Centre for Bacterial Cell Biology, Institute for Cell and Molecular Biosciences, The Medical School, Newcastle University, Newcastle upon Tyne NE2 4HH, UK.
Cell Rep. 2012 May 31;1(5):417-23. doi: 10.1016/j.celrep.2012.03.008. Epub 2012 Apr 26.
The cell wall is a defining structural feature of the bacterial subkingdom. However, most bacteria are capable of mutating into a cell-wall-deficient "L-form" state, requiring remarkable physiological and structural adaptations. L-forms proliferate by an unusual membrane deformation and scission process that is independent of the conserved and normally essential FtsZ based division machinery, and which may provide a model for the replication of primitive cells. Candidate gene screening revealed no requirement for the cytoskeletal systems that might actively drive membrane deformation or scission. Instead, we uncovered a crucial role for branched-chain fatty acid (BCFA) synthesis. BCFA-deficient mutants grow and undergo pulsating shape changes, but membrane scission fails, abolishing the separation of progeny cells. The failure in scission is associated with a reduction in membrane fluidity. The results identify a step in L-form proliferation and demonstrate that purely biophysical processes may have been sufficient for proliferation of primitive cells.

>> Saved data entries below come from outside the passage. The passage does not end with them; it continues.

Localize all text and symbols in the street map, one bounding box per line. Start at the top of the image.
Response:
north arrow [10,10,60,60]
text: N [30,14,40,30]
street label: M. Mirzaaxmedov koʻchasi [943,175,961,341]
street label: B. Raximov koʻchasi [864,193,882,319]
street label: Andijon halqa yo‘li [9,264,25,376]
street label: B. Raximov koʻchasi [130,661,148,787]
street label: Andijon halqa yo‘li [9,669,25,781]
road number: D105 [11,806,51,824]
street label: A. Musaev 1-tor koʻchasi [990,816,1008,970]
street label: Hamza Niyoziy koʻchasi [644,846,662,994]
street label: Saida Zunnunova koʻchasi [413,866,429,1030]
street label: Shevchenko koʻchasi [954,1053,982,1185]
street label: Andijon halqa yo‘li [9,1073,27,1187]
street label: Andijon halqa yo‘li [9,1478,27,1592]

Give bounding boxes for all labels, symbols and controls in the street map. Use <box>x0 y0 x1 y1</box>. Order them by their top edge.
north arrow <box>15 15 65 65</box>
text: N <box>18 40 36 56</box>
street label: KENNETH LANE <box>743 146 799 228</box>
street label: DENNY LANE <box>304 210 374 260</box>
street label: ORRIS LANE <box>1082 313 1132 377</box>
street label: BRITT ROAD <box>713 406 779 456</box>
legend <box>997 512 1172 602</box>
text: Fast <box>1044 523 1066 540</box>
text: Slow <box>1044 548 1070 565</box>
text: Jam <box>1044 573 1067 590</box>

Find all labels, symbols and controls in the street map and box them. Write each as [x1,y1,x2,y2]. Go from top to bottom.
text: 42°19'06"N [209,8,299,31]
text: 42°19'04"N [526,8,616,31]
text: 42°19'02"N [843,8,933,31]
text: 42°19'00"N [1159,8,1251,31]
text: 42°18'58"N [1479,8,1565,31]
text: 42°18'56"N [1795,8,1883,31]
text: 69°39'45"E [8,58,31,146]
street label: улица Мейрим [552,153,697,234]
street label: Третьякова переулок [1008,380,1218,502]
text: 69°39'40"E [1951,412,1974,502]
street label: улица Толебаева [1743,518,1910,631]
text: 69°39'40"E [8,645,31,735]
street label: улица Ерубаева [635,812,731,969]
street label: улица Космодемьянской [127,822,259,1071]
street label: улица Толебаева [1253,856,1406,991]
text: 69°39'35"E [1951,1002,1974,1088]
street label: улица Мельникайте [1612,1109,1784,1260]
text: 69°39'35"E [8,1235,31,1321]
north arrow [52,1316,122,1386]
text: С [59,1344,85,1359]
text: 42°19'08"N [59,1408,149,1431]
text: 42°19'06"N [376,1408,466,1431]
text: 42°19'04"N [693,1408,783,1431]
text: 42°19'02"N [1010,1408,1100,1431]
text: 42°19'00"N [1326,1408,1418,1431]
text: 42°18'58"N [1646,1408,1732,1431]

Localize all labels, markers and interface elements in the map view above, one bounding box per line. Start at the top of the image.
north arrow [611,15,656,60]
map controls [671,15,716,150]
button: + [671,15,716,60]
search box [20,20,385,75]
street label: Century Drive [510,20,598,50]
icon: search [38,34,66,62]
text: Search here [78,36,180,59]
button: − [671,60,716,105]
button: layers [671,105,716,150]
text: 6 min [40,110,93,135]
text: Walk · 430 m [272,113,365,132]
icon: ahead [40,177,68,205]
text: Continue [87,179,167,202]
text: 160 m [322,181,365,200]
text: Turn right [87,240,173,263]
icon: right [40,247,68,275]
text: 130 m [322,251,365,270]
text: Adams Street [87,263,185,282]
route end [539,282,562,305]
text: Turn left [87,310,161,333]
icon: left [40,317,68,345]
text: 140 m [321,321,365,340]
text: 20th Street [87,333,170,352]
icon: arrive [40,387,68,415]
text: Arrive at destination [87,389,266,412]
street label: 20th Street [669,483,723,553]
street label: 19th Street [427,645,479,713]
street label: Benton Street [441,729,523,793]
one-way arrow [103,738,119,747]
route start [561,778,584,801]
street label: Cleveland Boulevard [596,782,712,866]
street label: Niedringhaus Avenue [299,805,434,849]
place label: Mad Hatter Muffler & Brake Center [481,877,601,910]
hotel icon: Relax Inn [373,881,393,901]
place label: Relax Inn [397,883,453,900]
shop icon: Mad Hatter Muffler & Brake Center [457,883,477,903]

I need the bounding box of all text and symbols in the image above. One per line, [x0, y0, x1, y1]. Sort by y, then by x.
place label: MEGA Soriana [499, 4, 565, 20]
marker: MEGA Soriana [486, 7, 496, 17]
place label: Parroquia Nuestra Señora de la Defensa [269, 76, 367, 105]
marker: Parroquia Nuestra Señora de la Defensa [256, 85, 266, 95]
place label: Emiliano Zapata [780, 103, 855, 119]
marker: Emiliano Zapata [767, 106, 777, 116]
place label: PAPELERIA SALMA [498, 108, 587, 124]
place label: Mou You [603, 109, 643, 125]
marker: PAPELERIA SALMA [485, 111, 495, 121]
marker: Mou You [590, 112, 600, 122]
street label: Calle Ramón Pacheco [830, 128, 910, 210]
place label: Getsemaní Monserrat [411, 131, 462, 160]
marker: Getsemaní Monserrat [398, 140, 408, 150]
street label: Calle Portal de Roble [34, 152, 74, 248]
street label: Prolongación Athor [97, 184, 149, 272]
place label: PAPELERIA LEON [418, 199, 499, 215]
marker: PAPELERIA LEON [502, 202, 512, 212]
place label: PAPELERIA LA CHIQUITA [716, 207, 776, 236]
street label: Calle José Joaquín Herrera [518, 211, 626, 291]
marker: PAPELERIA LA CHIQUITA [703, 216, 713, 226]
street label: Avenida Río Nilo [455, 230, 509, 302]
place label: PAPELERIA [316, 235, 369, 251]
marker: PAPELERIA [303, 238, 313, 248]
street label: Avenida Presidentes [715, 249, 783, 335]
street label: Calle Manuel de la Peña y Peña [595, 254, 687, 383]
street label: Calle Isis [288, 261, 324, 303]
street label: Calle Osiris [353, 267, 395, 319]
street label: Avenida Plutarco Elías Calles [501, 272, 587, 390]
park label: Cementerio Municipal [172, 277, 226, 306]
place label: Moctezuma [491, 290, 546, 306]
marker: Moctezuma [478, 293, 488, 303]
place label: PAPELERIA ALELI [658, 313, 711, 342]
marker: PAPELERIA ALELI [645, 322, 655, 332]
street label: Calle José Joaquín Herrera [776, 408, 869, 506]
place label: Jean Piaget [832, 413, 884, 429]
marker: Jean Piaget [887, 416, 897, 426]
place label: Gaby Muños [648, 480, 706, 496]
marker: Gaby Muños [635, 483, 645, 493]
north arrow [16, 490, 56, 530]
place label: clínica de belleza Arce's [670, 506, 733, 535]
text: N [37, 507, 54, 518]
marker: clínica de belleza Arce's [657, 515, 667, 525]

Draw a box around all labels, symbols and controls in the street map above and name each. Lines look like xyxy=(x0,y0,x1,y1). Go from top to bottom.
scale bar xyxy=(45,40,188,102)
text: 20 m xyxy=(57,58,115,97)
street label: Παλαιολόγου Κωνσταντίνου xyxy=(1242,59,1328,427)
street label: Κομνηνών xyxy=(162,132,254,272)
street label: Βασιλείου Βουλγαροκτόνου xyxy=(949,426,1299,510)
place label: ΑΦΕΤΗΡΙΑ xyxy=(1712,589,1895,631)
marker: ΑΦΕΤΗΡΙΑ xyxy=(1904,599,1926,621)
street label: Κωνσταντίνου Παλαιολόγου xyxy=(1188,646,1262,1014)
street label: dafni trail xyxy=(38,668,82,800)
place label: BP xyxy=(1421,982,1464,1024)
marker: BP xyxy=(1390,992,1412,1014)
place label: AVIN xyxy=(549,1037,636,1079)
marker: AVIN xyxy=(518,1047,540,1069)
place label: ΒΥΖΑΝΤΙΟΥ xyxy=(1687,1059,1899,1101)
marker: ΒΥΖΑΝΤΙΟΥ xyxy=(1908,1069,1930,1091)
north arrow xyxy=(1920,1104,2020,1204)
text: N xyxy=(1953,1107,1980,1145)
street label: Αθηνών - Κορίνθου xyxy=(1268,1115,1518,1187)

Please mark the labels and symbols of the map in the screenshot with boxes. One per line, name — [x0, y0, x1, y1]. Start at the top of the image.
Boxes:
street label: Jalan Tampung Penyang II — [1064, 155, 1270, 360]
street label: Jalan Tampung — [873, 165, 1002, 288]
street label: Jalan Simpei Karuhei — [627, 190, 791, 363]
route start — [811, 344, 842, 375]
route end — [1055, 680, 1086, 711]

细胞壁是细菌亚界的一个定义性结构特征。然而,大多数细菌能够突变为细胞壁缺陷的“L 型”状态,需要显著的生理和结构适应。L 型通过一种不寻常的膜变形和分裂过程增殖,该过程独立于保守且通常必不可少的基于 FtsZ 的分裂机制,并且可能为原始细胞的复制提供模型。候选基因筛选未发现对可能主动驱动膜变形或分裂的细胞骨架系统的需求。相反,我们发现支链脂肪酸 (BCFA) 合成的关键作用。BCFA 缺陷突变体生长并经历脉动形状变化,但膜分裂失败,阻止了后代细胞的分离。分裂失败与膜流动性降低有关。结果确定了 L 型增殖的一个步骤,并证明纯粹的物理过程可能足以促进原始细胞的增殖。